Publié le 24 Juil 2008
Le cardinal Dias à Lambeth : gare à l’Alzheimer spirituel et au Parkinson ecclésial… L'Homme Nouveau

« L’opinion de votre correspondant, c’est que le cardinal Dias a offert un exposé positif et orthodoxe de la nouvelle évangélisation. Toutefois, ce faisant, il a saisi l’occasion pour traiter de manière évidente, encore qu’avec ménagement et une affection évidente, des problèmes et des préoccupations de la famille anglicane, qui entravent sa capacité à poursuivre son œuvre [d’évangélisation] et [la poursuite de] ses relations avec l’Église catholique (romaine) ».

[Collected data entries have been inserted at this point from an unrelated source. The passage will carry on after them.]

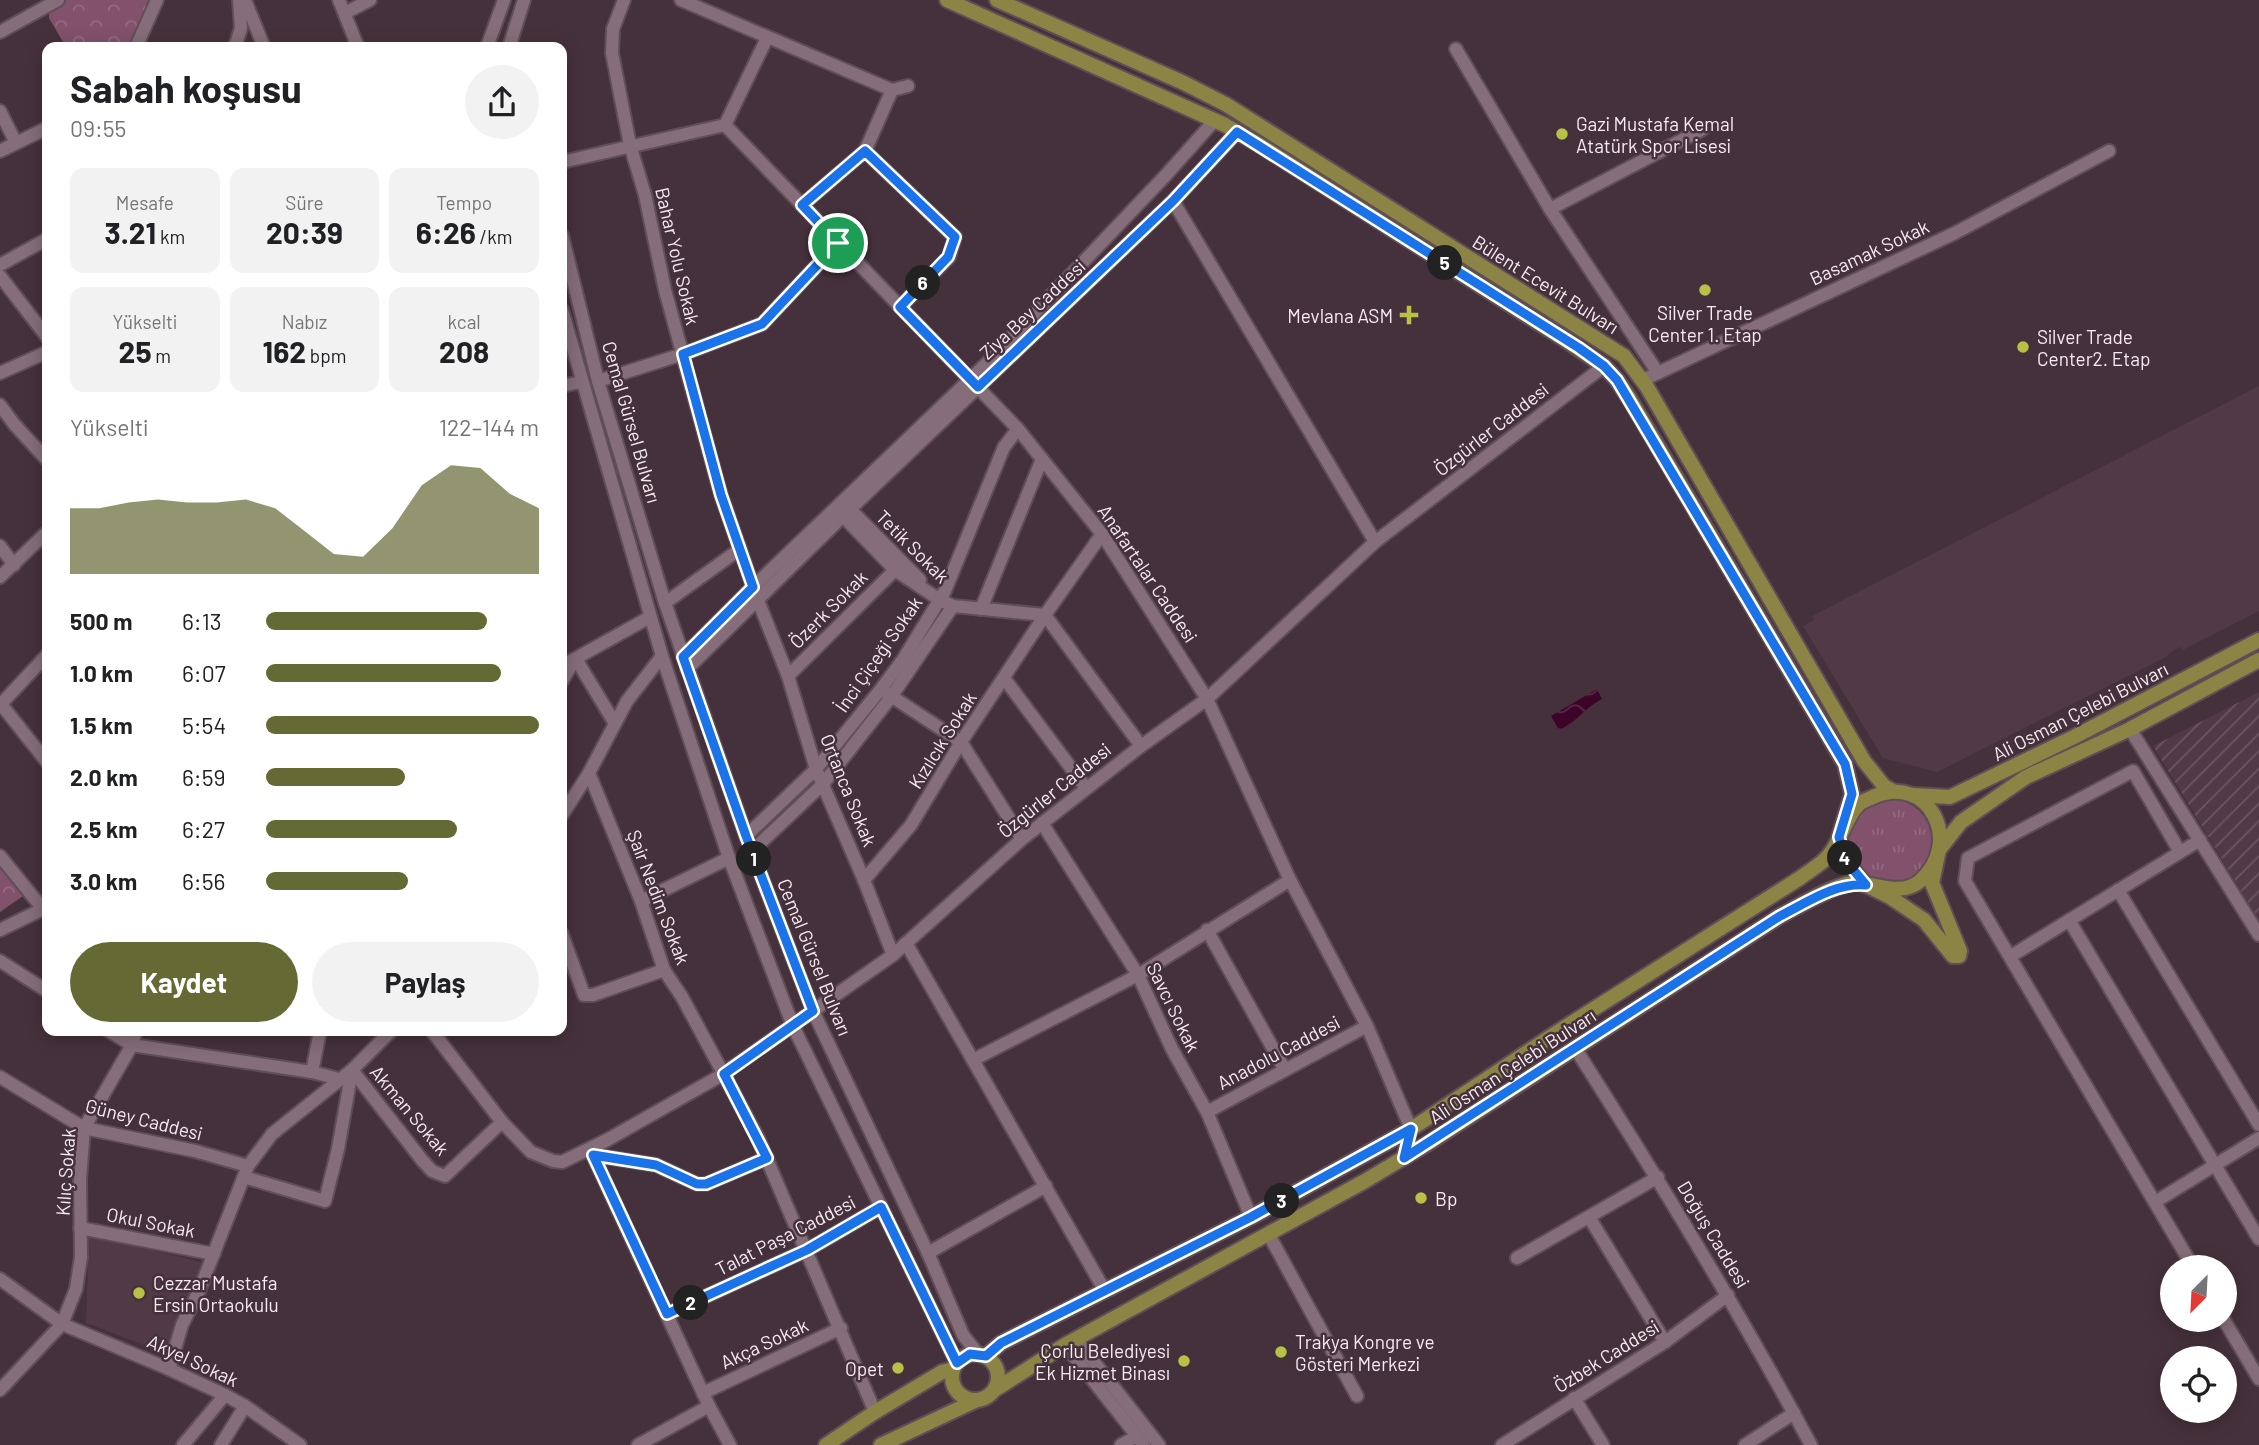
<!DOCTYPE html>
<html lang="tr">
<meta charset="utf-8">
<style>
:root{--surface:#fff;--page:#f2f2f2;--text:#202124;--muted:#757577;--accent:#656933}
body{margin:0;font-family:Barlow,sans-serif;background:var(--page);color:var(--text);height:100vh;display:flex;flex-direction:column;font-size:26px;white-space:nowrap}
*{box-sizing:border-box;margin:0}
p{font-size:23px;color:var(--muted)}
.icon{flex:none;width:38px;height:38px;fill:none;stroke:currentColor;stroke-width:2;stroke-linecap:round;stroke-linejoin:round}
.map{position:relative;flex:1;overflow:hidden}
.panel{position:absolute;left:42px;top:42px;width:525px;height:994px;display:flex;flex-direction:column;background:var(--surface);border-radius:14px;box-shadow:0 4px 18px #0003}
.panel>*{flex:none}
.needle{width:46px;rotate:204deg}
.buttons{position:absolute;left:2160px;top:1255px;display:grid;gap:14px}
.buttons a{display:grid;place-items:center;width:77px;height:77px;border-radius:50%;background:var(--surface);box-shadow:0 4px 18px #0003;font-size:35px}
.pin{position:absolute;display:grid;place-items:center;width:60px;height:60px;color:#fff;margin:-30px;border:4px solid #fff;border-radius:50%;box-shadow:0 2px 7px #0007}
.km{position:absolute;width:35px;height:35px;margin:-18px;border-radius:50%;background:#222;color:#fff;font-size:19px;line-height:35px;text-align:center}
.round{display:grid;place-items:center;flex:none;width:74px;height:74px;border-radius:37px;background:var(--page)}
.headline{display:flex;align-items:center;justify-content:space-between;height:119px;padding:0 28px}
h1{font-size:38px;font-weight:700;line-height:52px}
.stats{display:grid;grid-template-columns:repeat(3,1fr);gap:10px;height:119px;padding:7px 28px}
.stats div{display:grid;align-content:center;border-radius:14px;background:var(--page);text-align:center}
.stats b{font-size:30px;font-weight:700}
.stats small{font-size:19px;font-weight:400}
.stats p{font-size:19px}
.chart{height:196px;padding:14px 28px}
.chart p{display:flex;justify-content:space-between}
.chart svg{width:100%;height:126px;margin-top:7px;fill:var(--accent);opacity:.7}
.button{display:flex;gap:14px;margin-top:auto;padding:14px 28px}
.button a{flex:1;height:80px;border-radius:42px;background:var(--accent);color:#fff;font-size:28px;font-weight:700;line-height:80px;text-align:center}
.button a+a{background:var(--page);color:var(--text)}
ul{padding:0 28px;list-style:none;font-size:23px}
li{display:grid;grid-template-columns:112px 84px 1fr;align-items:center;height:52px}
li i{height:18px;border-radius:9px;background:var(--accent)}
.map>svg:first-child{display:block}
.built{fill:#523946}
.industrial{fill:url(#industrial-furrows)}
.grass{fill:url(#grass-tufts)}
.park{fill:url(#park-crowns)}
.water{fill:url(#water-waves)}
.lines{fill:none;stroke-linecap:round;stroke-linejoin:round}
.minor-casing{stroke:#604e57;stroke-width:16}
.major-casing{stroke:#604e57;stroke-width:18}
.minor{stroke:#856d79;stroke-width:12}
.major{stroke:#8b8444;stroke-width:14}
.route-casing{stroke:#fff;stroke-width:14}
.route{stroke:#1a73e8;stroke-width:9}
.poi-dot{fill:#b9c046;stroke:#45313b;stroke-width:2.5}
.labels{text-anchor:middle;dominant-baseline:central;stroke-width:5;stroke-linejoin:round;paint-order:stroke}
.poi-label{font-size:19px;fill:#f6e9ef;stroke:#45313b;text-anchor:start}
.street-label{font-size:19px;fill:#f6e9ef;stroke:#45313b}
</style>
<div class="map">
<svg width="2259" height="1445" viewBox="0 0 2259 1445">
<defs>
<pattern id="industrial-furrows" width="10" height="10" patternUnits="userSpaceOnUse" patternTransform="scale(1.75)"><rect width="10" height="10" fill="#523946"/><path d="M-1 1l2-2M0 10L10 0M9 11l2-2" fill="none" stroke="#6c5661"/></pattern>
<pattern id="grass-tufts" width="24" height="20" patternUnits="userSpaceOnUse" patternTransform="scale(1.75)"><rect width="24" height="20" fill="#82516c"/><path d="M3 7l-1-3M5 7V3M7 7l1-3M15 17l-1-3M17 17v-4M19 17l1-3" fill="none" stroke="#946a81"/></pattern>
<pattern id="park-crowns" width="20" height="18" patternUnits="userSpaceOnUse" patternTransform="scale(1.75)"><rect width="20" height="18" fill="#82516c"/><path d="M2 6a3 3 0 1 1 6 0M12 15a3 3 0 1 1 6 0" fill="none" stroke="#946a81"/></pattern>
<pattern id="water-waves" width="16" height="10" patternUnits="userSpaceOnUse" patternTransform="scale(1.75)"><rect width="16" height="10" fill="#3d0429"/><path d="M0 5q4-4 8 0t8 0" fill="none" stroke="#5a2948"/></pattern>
</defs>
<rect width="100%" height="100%" fill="#45313b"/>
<g class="built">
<path d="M2259,386V611L2183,650L2180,647L2168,654V656L1937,772L1883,758L1803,626L1814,620L1812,616Z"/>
<path d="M89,1235L205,1263L165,1353L86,1323Z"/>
</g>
<path class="industrial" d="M2259,692V920L2153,746Z"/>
<circle class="grass" cx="1890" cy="841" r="42"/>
<g class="park">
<path d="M65,0H149L129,47H66L49,18V12Z"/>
<path d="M0,867L23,896L0,912Z"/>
</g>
<path class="water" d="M1597,689L1602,699C1584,708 1575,724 1559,730L1551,716Z"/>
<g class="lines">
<defs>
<g id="minor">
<path d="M245,0L264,47"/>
<path d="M339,0L358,47"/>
<path d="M624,0L613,29L612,53L630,145L645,195L665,290L721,495L757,598L788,676L816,769L864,880L893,955"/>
<path d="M681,0L892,90L908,86"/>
<path d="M345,13L370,0"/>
<path d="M0,32L58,0"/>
<path d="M136,47L157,0"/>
<path d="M235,47L241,28L239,0"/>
<path d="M487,47L504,0"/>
<path d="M511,47L510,44L524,0"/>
<path d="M1456,49L1550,209L1703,129"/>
<path d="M0,111L16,143"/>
<path d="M725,125L1018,429L1102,534L1207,699L1290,880L1367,1026L1411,1129L1403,1158"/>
<path d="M0,151L47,128"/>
<path d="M865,151L955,237L949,257L900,307"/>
<path d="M562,162L725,125L767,38"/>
<path d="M1173,201L1375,542"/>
<path d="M802,205L865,151L892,90"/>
<path d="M1550,209L1658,373"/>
<path d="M562,235L598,381L665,603L746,836L813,1011L928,1253L963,1335L978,1354"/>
<path d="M0,265L47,239"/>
<path d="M0,276L47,337"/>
<path d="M562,310L662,656L729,858L793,1026L957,1363"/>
<path d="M0,373L47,352"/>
<path d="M1643,380L1955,233L2109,151"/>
<path d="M598,381L683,354L762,324L838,243"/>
<path d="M562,386L581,382"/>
<path d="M0,405L14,424L47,460"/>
<path d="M844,503L920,580"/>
<path d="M839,512L895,570L940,600L953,606L1045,615"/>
<path d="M0,546L14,565"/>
<path d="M0,577L47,532"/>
<path d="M665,603L740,549"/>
<path d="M981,609L1042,459"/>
<path d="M1045,615L1141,746"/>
<path d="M683,657L753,587L988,362L1166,175L1215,120"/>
<path d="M576,659L614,722"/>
<path d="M562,666L650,617"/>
<path d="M687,669L843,516L1173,201L1237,132"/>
<path d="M788,676L895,570"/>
<path d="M1004,678L1086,788"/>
<path d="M562,681L574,661"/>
<path d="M885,692L961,742L1022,839"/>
<path d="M0,703L47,762"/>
<path d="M1,704L47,655"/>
<path d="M2130,729L2259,935"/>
<path d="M589,773L641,901L664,970L682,997L757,1136L875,1412"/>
<path d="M562,815L589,773L627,701L662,656"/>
<path d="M1042,823L1138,975L1172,1049L1207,1112L1251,1217"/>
<path d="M746,836L816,769L881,689L904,658L945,591L1004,447L1018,429"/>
<path d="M752,851L823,784L891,697L953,606"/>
<path d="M2180,852L2133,771L1968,858L1965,881L2193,1267"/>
<path d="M0,856L43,909"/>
<path d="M864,880L911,825L961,742L1045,615L1102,534"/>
<path d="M2118,890L2259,1125"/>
<path d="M641,901L729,858"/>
<path d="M2069,920L2259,1239"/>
<path d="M0,930L47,907"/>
<path d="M1207,930L1285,1070"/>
<path d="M562,934L584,995H593L664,970"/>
<path d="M906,943L1105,1291"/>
<path d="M2011,956L2200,840"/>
<path d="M0,961L47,991"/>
<path d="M109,1031L132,1045L312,1072L339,1079"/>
<path d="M432,1031L502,1122L531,1152L553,1161L562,1162L607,1140L720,1076L893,955L1022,839L1141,746L1207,699L1375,542L1604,366"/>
<path d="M1575,1048C1658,1178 1738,1309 1811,1445"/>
<path d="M973,1060L1138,975L1290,880"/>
<path d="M352,1070L422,1160L432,1171L445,1176L502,1122"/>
<path d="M312,1072L320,1031"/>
<path d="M0,1077L84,1128L195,1151L248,1166"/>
<path d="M1207,1112L1367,1026"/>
<path d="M590,1149L709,1406L730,1445"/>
<path d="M593,1155L656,1165L697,1184H706L767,1158"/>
<path d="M244,1177L325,1201L338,1149L352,1070"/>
<path d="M2155,1202L2259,1138"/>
<path d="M1589,1217L1665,1342"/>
<path d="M80,1228L214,1254"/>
<path d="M1269,1235L1357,1396"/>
<path d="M928,1253L1046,1186"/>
<path d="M1517,1258L1658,1177"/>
<path d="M0,1279L62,1324L169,1369L225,1395L245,1406L300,1445"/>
<path d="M667,1314L807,1250L881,1207"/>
<path d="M2224,1320L2259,1379"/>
<path d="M1076,1339L1159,1445"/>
<path d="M1065,1345L1144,1445"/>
<path d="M169,1369L182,1325L199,1291L248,1166L272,1134L352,1070L391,1031"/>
<path d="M0,1390L62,1324L76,1289L81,1257L80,1180L84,1128L132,1045L136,1031"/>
<path d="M703,1393L841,1328"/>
<path d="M1574,1398L1603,1445"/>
<path d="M183,1445L225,1395"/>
<path d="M221,1445L245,1406"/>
<path d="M638,1445L709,1406"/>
<path d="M1121,1445L1137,1436"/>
<path d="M1502,1445L1665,1342L1728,1295"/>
<path d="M1745,1445L1794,1413"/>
</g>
<g id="major">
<path d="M947,0L1225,125L1258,144L1564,339L1604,366L1617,380L1629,398L1845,764L1852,794L1839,837L1846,861L1866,885L1890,897L1924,920L1953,956H1959L1960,951L1932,883L1939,850L1961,822L2026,777L2130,729L2259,660"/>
<path d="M997,0L1184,83L1227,105L1624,356L1647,387L1864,761L1884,786L1893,791"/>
<path d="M1913,795L1950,797L2074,737L2259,640"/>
<circle cx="975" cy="1377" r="23"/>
<path d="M986,1356L1001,1343L1251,1217L1411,1129L1562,1029L1800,878C1809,871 1822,864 1829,855C1841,841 1846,816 1859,804C1862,801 1869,799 1873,797C1929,772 1964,843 1920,881C1900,898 1874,882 1852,883C1834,885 1797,907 1780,916L1430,1142L1365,1181L1065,1345L996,1389"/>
<path d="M826,1445L875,1412L942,1372L953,1369"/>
<path d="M881,1445L977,1400"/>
</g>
</defs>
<use href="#minor" class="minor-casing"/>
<use href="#major" class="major-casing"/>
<use href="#minor" class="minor"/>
<use href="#major" class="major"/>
</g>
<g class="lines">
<defs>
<path id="route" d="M1237,132L1579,348L1604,366L1617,380L1845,764L1852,794L1839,837L1846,861L1866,885C1836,882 1806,903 1780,916L1404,1158L1411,1129L1251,1217L1001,1343L986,1356L970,1354L957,1363L881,1207L807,1250L667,1314L593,1155L656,1165L697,1184H706L767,1158L724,1074L813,1011L746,836L683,657L753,587L721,495L683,354L762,324L838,243L802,205L865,151L955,237L948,257L900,307L978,387L1173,201Z"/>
</defs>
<use href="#route" class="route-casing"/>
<use href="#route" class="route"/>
</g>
<g class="poi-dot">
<circle cx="1562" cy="134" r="7"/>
<circle cx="1705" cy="290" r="7"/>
<path d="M1405.5 304.5h7v7h7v7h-7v7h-7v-7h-7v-7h7z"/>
<circle cx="2023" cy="347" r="7"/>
<circle cx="1421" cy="1198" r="7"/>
<circle cx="139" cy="1293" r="7"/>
<circle cx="1281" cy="1352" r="7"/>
<circle cx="1184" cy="1361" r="7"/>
<circle cx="898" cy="1368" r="7"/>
</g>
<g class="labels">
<g class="poi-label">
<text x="1576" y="123">Gazi Mustafa Kemal<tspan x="1576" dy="22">Atatürk Spor Lisesi</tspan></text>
<text x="1705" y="312" text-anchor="middle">Silver Trade<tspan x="1705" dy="22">Center 1. Etap</tspan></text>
<text x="1393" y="315" text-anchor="end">Mevlana ASM</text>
<text x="2037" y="336">Silver Trade<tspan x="2037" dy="22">Center2. Etap</tspan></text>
<text x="1435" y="1198">Bp</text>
<text x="153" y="1282">Cezzar Mustafa<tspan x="153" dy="22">Ersin Ortaokulu</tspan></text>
<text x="1295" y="1341">Trakya Kongre ve<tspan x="1295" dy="22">Gösteri Merkezi</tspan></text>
<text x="1170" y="1350" text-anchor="end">Çorlu Belediyesi<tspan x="1170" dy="22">Ek Hizmet Binası</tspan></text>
<text x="884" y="1368" text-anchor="end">Opet</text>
</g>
<g class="street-label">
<text transform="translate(1869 252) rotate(-25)">Basamak Sokak</text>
<text transform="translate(678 256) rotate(77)">Bahar Yolu Sokak</text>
<text transform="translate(1546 284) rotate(32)">Bülent Ecevit Bulvarı</text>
<text transform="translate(1032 309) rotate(-43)">Ziya Bey Caddesi</text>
<text transform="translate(632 422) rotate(74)">Cemal Gürsel Bulvarı</text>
<text transform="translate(1491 429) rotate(-38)">Özgürler Caddesi</text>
<text transform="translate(913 546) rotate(45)">Tetik Sokak</text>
<text transform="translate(1148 573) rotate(56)">Anafartalar Caddesi</text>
<text transform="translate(828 609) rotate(-45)">Özerk Sokak</text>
<text transform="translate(878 654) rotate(-55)">İnci Çiçeği Sokak</text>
<text transform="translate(2080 711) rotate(-27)">Ali Osman Çelebi Bulvarı</text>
<text transform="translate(942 740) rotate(-58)">Kızılcık Sokak</text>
<text transform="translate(849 790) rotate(68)">Ortanca Sokak</text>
<text transform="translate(1054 790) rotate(-39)">Özgürler Caddesi</text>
<text transform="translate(659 897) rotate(69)">Şair Nedim Sokak</text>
<text transform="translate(815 957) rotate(68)">Cemal Gürsel Bulvarı</text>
<text transform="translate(1174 1007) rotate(64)">Savcı Sokak</text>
<text transform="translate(1278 1052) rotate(-28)">Anadolu Caddesi</text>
<text transform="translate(1512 1066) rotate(-33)">Ali Osman Çelebi Bulvarı</text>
<text transform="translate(410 1110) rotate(50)">Akman Sokak</text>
<text transform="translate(144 1119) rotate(14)">Güney Caddesi</text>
<text transform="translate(65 1172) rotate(-86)">Kılıç Sokak</text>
<text transform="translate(151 1222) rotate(11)">Okul Sokak</text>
<text transform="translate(1714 1234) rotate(59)">Doğuş Caddesi</text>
<text transform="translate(785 1235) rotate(-27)">Talat Paşa Caddesi</text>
<text transform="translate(764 1343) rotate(-25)">Akça Sokak</text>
<text transform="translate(1606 1356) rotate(-32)">Özbek Caddesi</text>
<text transform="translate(193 1360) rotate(25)">Akyel Sokak</text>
</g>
</g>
</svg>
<div class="buttons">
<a><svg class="needle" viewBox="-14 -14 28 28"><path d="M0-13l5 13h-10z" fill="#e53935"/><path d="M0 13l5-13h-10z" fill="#757577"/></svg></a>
<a><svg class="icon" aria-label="locate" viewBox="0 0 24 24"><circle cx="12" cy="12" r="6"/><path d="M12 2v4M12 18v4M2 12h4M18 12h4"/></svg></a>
</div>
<div class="pin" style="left:838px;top:243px;background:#1e9e55"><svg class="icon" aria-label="arrive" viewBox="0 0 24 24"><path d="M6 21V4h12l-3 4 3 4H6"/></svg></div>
<b class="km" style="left:754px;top:859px">1</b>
<b class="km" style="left:691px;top:1303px">2</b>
<b class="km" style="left:1282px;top:1201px">3</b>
<b class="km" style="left:1845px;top:858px">4</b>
<b class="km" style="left:1445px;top:263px">5</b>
<b class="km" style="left:923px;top:283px">6</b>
<section class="panel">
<div class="headline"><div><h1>Sabah koşusu</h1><p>09:55</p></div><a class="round"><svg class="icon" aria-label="share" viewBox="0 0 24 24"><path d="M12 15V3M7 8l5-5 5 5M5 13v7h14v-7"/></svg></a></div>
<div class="stats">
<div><p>Mesafe</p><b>3.21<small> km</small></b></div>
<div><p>Süre</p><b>20:39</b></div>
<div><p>Tempo</p><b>6:26<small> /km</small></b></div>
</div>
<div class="stats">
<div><p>Yükselti</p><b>25<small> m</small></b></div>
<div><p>Nabız</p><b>162<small> bpm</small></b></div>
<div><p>kcal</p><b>208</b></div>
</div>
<div class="chart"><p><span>Yükselti</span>122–144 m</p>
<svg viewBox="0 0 160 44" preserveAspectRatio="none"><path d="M0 44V21L10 21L20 19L30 18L40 19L50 19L60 18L70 21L80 29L90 37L100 38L110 28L120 13L130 6L140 7L150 16L160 21V44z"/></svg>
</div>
<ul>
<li><b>500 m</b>6:13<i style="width:81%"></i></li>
<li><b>1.0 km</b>6:07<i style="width:86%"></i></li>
<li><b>1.5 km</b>5:54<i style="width:100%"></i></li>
<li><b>2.0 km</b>6:59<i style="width:51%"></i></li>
<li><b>2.5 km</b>6:27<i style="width:70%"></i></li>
<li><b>3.0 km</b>6:56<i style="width:52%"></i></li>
</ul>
<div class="button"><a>Kaydet</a><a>Paylaş</a></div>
</section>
</div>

Le correspondant dont il s’agit, est celui du plus important mouvement de traditionalistes anglo-catholiques Forward in the Faith que préside John Broadhurst, évêque anglican de Fulham. Il assure un “suivi” des travaux de la Conférence de Lambeth pour les quelque 800 paroisses anglo-catholiques d’Angleterre, d’Amérique du Nord et d’Australie, et rédige chaque jour un compte-rendu substantiel et d’intérêt. On précisera que Forward in the Faith, bien qu’opposé à la dérive de la Communion anglicane et de l’Église d’Angleterre, notamment pour ce qui est de l’ordination des femmes à l’épiscopat, n’envisage pas – contrairement à Andrew Burnham, l’évêque « volant » d’Ebbsfleet – un retour à Rome. Dans une déclaration du 9 juillet déplorant la décision du 7 juillet du Synode général de l’Église d’Angleterre, l’évêque Broadhurst, évoquant les « spéculations dans les médias relativement à des contacts avec Rome », et sans nier ces derniers qui remontent chez lui à 1992, y expose son « problème » : « bien que [Rome] ait montré une grande générosité, il n’y a pas eu offre de réconciliation ecclésiale. En d’autres mots, notre vie spirituelle et notre Eucharistie communes n’ont pas été reconnues. Cela demeure un problème pour moi ». Et ce l’est aussi pour Rome, me permettrai-je d’ajouter, car s’agissant, comme le suggère l’évêque Burnham, de la reconnaissance de la validité des ordres anglicans par elle, il ne saurait en être question. Mais revenons à notre… correspondant.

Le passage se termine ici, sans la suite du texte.